Uma das fronteiras ideológicas entre esquerda e
direita perpassa pela perspetiva de análise e abordagem às questões sociais, quer
no estabelecimento das causas que lhe estão subjacentes quer na definição e
implementação de medidas de política, tendentes à sua resolução.
Na verdade,
contrariamente às posições de determinados setores do espectro político,
situados à direita, e até mesmo de alguma opinião pública, as ideologias não
acabaram (o capitalismo em que vivemos representa ele próprio uma ideologia
política historicamente decadente), sendo que, quem professa tal entendimento, não
persegue outro propósito, senão a defesa de uma dada linha de orientação
ideológica que prega a resignação e a fatalidade, a submissão ao pensamento
único e à ditadura dos mercados financeiros, numa lógica que justifica a
insustentabilidade do Estado Social, acusando indiscriminadamente os indivíduos
de “viverem acima das suas possibilidades” e responsabilizando-os pela situação
social em que se encontram - desempregados, endividados, pobres.
Esta lógica
conduz à desresponsabilização do Estado e dos governos centrais na obrigação
constitucional de assegurar os direitos sociais dos cidadãos através da
execução das políticas públicas nos domínios da educação, saúde, segurança
social e economia, ou seja, manter e melhorar o funcionamento do Estado Social,
bem como assegurar uma política de redistribuição dos rendimentos por via fiscal,
aplicando um regime de progressividade, cobrando mais de quem mais tem, e
isentando ou aliviando os detentores de menor rendimento, a par, igualmente, da
garantia de uma proporção geral mais justa entre os rendimentos do capital e os
rendimentos do trabalho, privilegiando estes últimos.

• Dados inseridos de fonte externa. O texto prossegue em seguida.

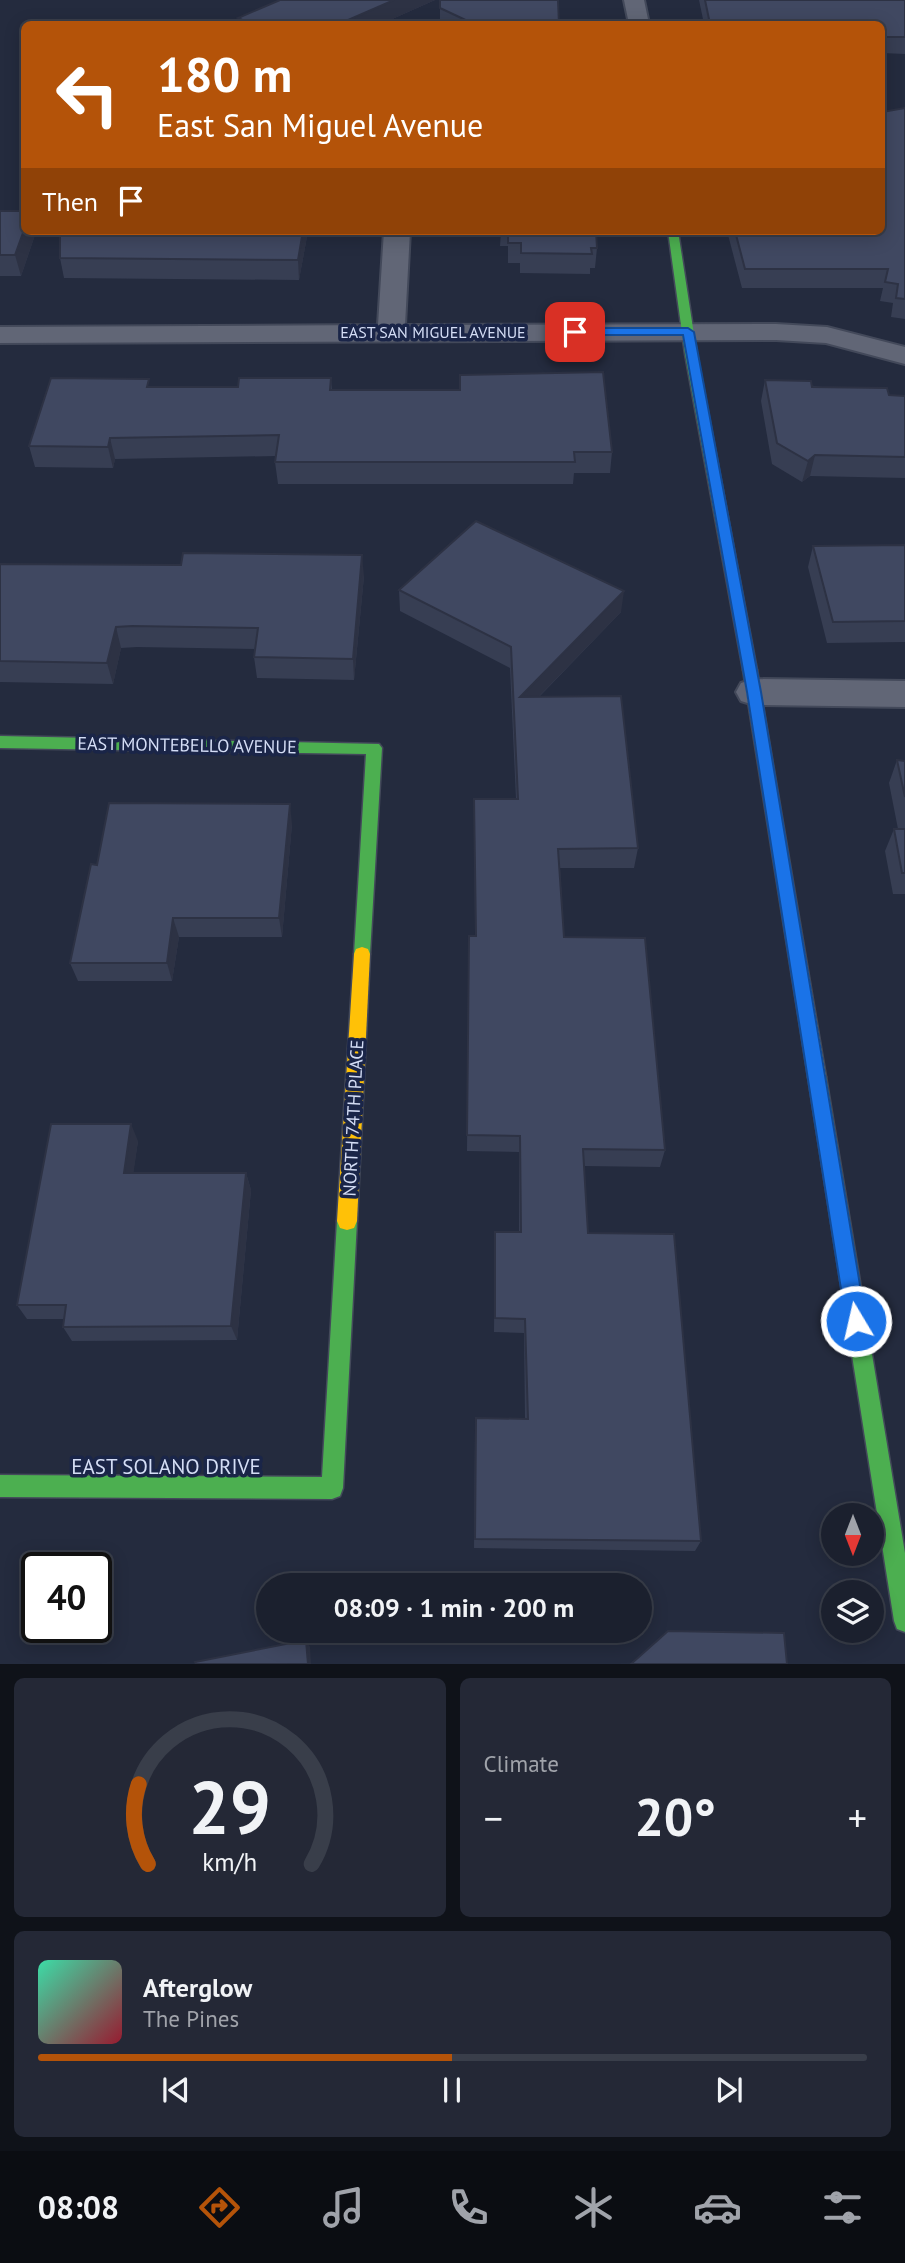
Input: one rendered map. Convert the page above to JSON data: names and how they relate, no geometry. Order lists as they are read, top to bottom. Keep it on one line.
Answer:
{"streets":{"street":["EAST SAN MIGUEL AVENUE","EAST MONTEBELLO AVENUE","NORTH 74TH PLACE","EAST SOLANO DRIVE"]},"crossings":[["EAST MONTEBELLO AVENUE","NORTH 74TH PLACE"],["NORTH 74TH PLACE","EAST SOLANO DRIVE"]],"north":"bottom","page":{"turn":["180 m","East San Miguel Avenue"],"then":"Then","limit":"40","trip":"08:09 · 1 min · 200 m","tile":"Climate","heat":["−","20°","+"],"song":["Afterglow","The Pines"],"tabs":"08:08","gauge":["29","km/h"]}}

Há uma escolha entre dois caminhos.
Um caminho pressupõe que o
Estado ataque a exclusão social e a pobreza, através das políticas públicas
atrás referidas, intervenha diretamente na economia e nos setores estratégicos,
estimule a atividade produtiva privada, o crescimento económico, a coesão
social e territorial (visão de esquerda).

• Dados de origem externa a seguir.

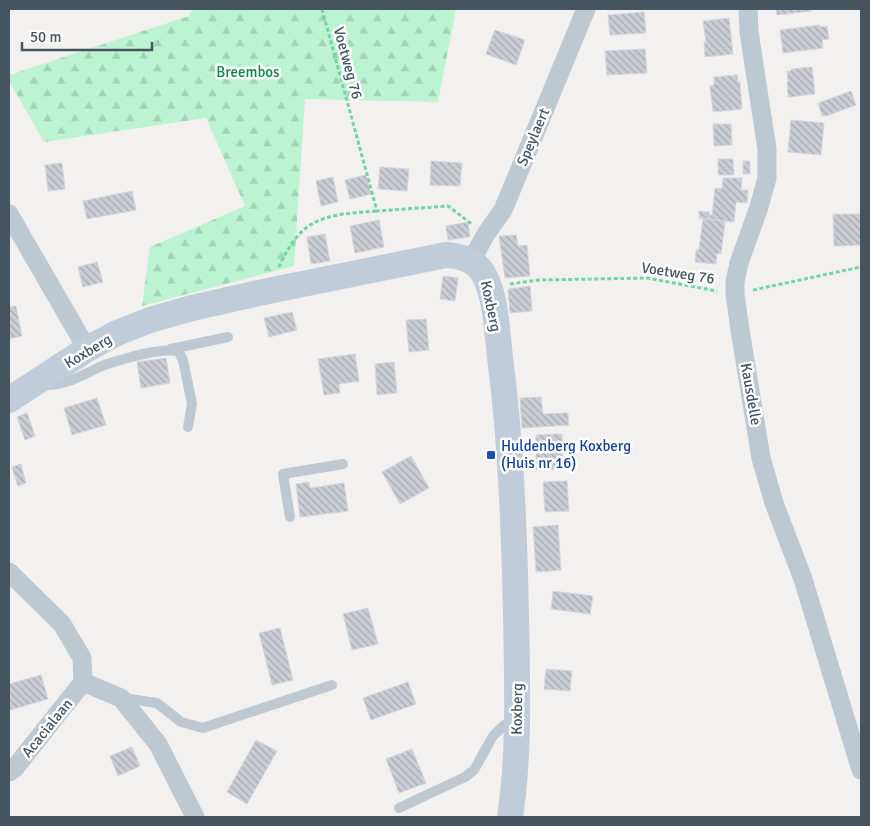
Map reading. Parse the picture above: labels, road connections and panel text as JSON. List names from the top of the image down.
{
  "streets": {
    "street": [
      "Speylaert",
      "Koxberg",
      "Kausdelle",
      "Acacialaan"
    ],
    "path": ["Voetweg 76"]
  },
  "crossings": [
    ["Voetweg 76", "Koxberg"],
    ["Voetweg 76", "Kausdelle"],
    ["Speylaert", "Koxberg"]
  ],
  "parks": ["Breembos"],
  "places": {
    "transit": ["Huldenberg Koxberg (Huis nr 16)"]
  },
  "scale_bar": "50 m"
}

O outro caminho, pressupõe que o
Estado privatize e mercantilize tudo o que mexa à tona da sociedade, deixe que o
mercado funcione só por si e resolva de forma automática as desigualdades e
injustiças sociais (visão de direita).
Dito ainda de outra forma, bem diferente
é atacar as causas dos problemas, promover a solidariedade, a igualdade e a justiça
social, outra coisa, é promover o assistencialismo como trave-mestra da
política social, deixar cada um à mercê das esmolas e do seu destino,
responsabilizando-o, inclusive, pela situação pessoal a que chegou,
estigmatizando todos os que recebem prestações sociais como fraudulentos.
A nível do poder local, também são evidentes as
contradições e a presença das ideologias, na forma como se lida quer com a
problemática social quer com a promoção da atividade económica e do emprego.
Vários
agentes políticos, surpreendentemente, não só de direita, exercem pressão sobre
os Municípios, assacando-lhes responsabilidades desmedidas pelo estado da
economia local (investimento, desemprego, pobreza), como se aquela, não fosse
parte integrante, e não dependesse, da nacional, e das consequências
devastadoras da brutal austeridade levada a cabo nos últimos anos sob os
ditames da troika estrangeira e a cumplicidade ativa da coligação de direita
que governou o país.
Não é demais
repetir que não é possível reparar no plano local o efeito das políticas
nacionais que geraram a degradação social e aumentaram as desigualdades
sociais.
É claro, que com isto, não se visa escamotear ou
desresponsabilizar os Municípios pelas obrigações na área social que
efetivamente possuem, e não deixam de ser relevantes, e as competências que lhes
estão atribuídas, e não deixam de ser importantes, na mitigação dos problemas sociais, e na dinamização da economia
local, num vasto campo de ação e intervenção que mereceria um texto à parte.
Em
tempo de Natal e de família, período que desperta sentimentos que se deveriam estender
ao resto do ano, importa sublinhar a importância de valores substantivos como a
solidariedade, a igualdade e a justiça social, e apelar à intervenção crítica e
consciente dos cidadãos no processo de transformação social, num mundo
multicultural e de contrastes que se pretende de paz e cooperação entre os povos.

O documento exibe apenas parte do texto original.